Bu ve buna benzer, ‘değişim’, ‘dönüşüm, ‘yeniden yapılanma’ haberleri halkoylamasının hemen ardından gündemden hiç düşmedi.
Hatta bu değişim ve yeniden yapılanma doğrultusunda adaylık ölçüleri dahi yayınlandı.
İşte bunlardan birkaçı;
FETÖ/PDY bağlantılı örgütle uzaktan, yakından ve geçmişinde hiçbir iz bulunmayacak.
Belediye başkanı, milletvekili veyahut teşkilatlarda görev alacak kişilerin vatandaşla iyi ilişki içinde ve onların dertlerine ortak olmaları beklenecek.
Liyakatli ve Mütevazı ve halkın içinden gelen bir kişi olacak.
Bir diğer dikkat çekici ölçü de “Ranta bulaşmamış” bir aday olacak.
Toplam 10 ölçü sayılıyor ama ben sadece bu dört tanesini değerlendirilebilir buldum.

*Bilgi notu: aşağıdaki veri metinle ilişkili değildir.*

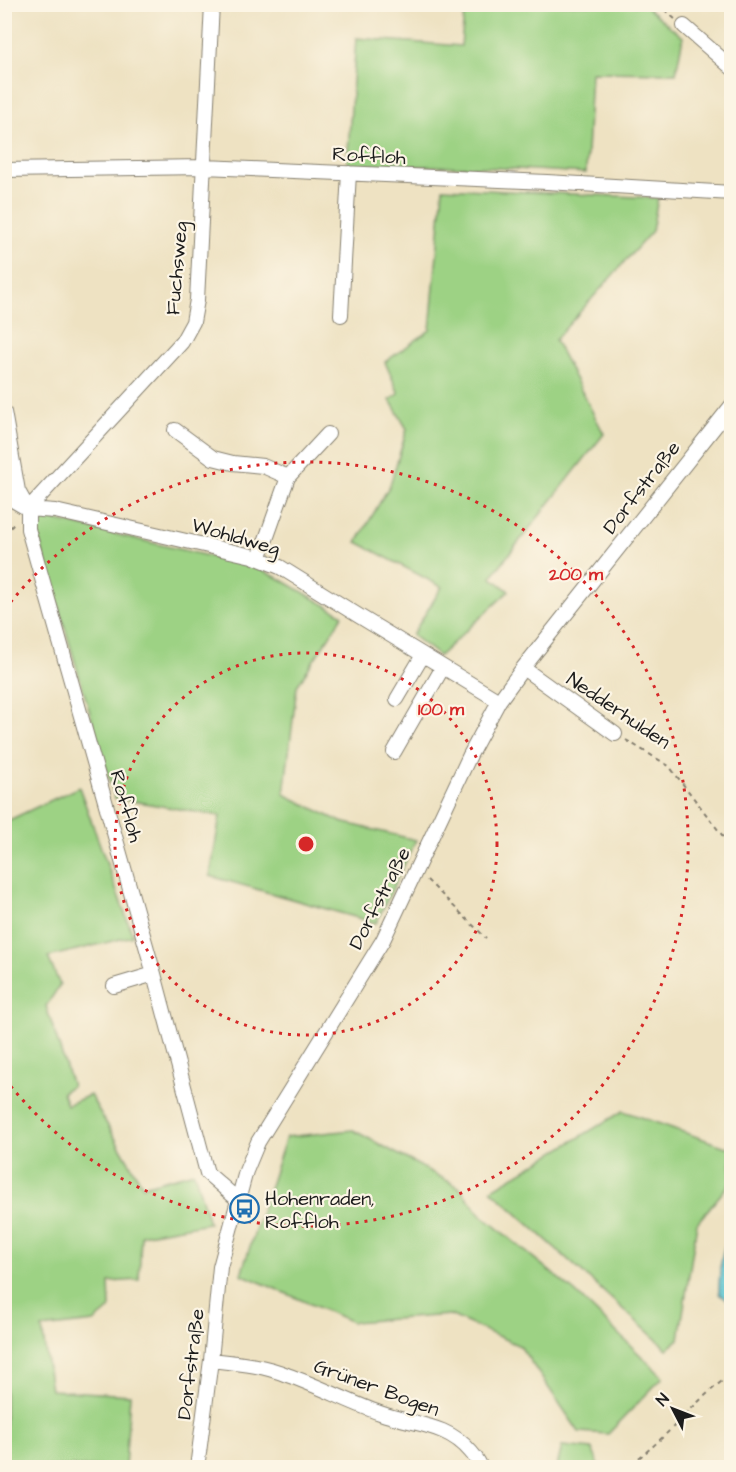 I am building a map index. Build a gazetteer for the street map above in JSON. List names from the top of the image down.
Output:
{
  "streets": {
    "street": [
      "Roffloh",
      "Fuchsweg",
      "Dorfstraße",
      "Wohldweg",
      "Nedderhulden",
      "Grüner Bogen"
    ]
  },
  "crossings": [
    ["Roffloh", "Fuchsweg"],
    ["Roffloh", "Dorfstraße"],
    ["Roffloh", "Wohldweg"],
    ["Fuchsweg", "Wohldweg"],
    ["Dorfstraße", "Wohldweg"],
    ["Dorfstraße", "Nedderhulden"],
    ["Dorfstraße", "Grüner Bogen"]
  ],
  "places": {
    "bus stop": ["Hohenraden, Roffloh"]
  },
  "north": "top left",
  "rings": ["200 m", "100 m"]
} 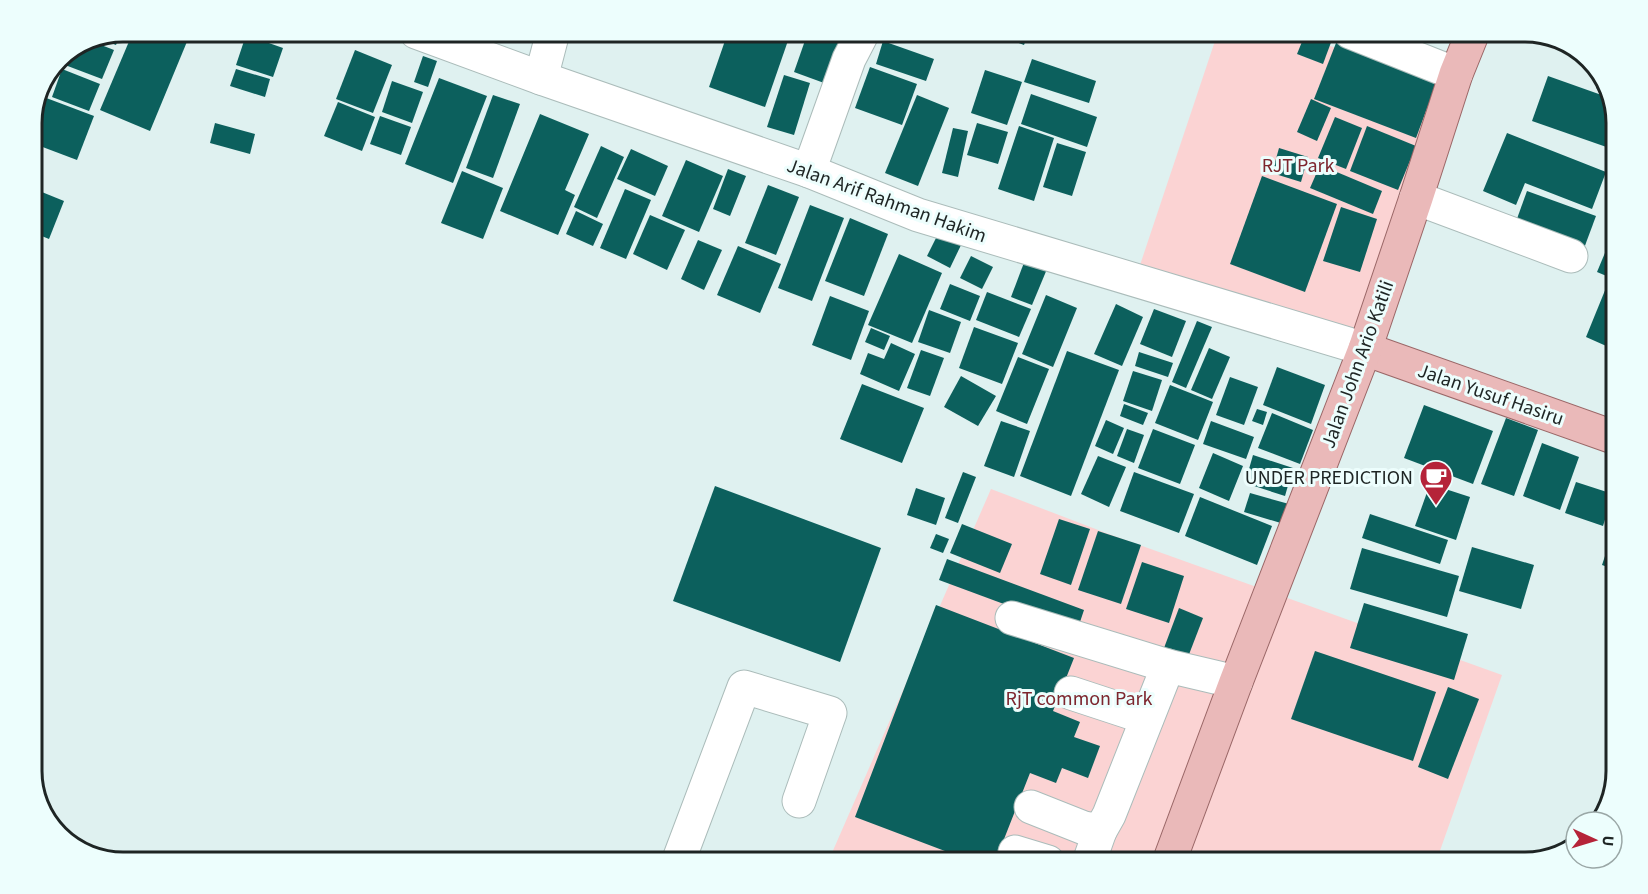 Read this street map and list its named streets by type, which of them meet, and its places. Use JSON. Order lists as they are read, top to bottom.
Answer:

Bu ölçülere birkaç itirazım var;
Bunlardan en önemlisi;
Partinin kuruluşunda bu temel ölçüler ortaya konmamış mıydı? Konmuşsa ne oldu da bu ölçüler unutuldu ve yeniden hatırlatılma ihtiyacı hasıl oldu?
Konmamışsa şimdi bu ölçüleri koymanın ne anlamı var ki?
Bir diğer itirazım;
Siyaset insan öğüten bir değirmen haline geldi memleketimizde.
Diyelim ki yukarıda zikredilen vasıflarda aday bulduk, ama siyasetin öğütücü, kırıcı ve yok edici özelliği bu insanları eski halinde bırakmıyor.
Ya çok kısa sürede değişiyorlar ve ‘kurt siyasetçi’ tabir edilen şekle giriyorlar,
Ya da değirmende öğütülüp tanınmaz, bilinmez hal alıyorlar,
Veyahut siyasetin o tarifi mümkün olmayan vefasızlığından mıdır nedir, Kırılıp un ufak oluyor, yok olup bir kenarda küskünleri oynuyorlar.
Bizde siyaset küskünler üretim tesisleri gibi işliyor.
Siyasetin o çetin soğuğuna, karına, boranına ya da kavurucu sıcağına dayanabilecek ahlaki olgunlukta insanlarımız zaten evveliyatından beri siyasete uzak.
“Siyasetin sığınacağı tek liman ahlaktır” diye meşhur söz var.
Fakat bizde tam tersi…
Siyasetçilerimiz, başlangıçta tam donanımlı ahlaki meziyetlerle işe başlasalar bile, Ankara’nın havasından mı, suyundan mı bilinmez, hemen bulundukları kabın şeklini alıveriyorlar.
Benim kanaatimce bunu sebep olan şey gelecek endişesi ve ikbal umutlarıdır.
Siyasetçilerimizi şekilden şekle sokan bu değirmenden uzak tutacak bir hal çaresi bulabilmenin imkânı da yok gibidir.
Ama şunu diyebilirsiniz:
Siyasetçilerimiz böyle de hangimiz değiliz?
Eğitimcisinden gazetecisine, hukukçusundan sağlıkçısına, ilahiyatçısından serbest meslek erbabına kadar hepimizde bir ahlaki zafiyet yok mudur?
Hülasası, şimdilik ne yeni bir siyaset ne de yeni bir toplum inşası mümkün görünüyor!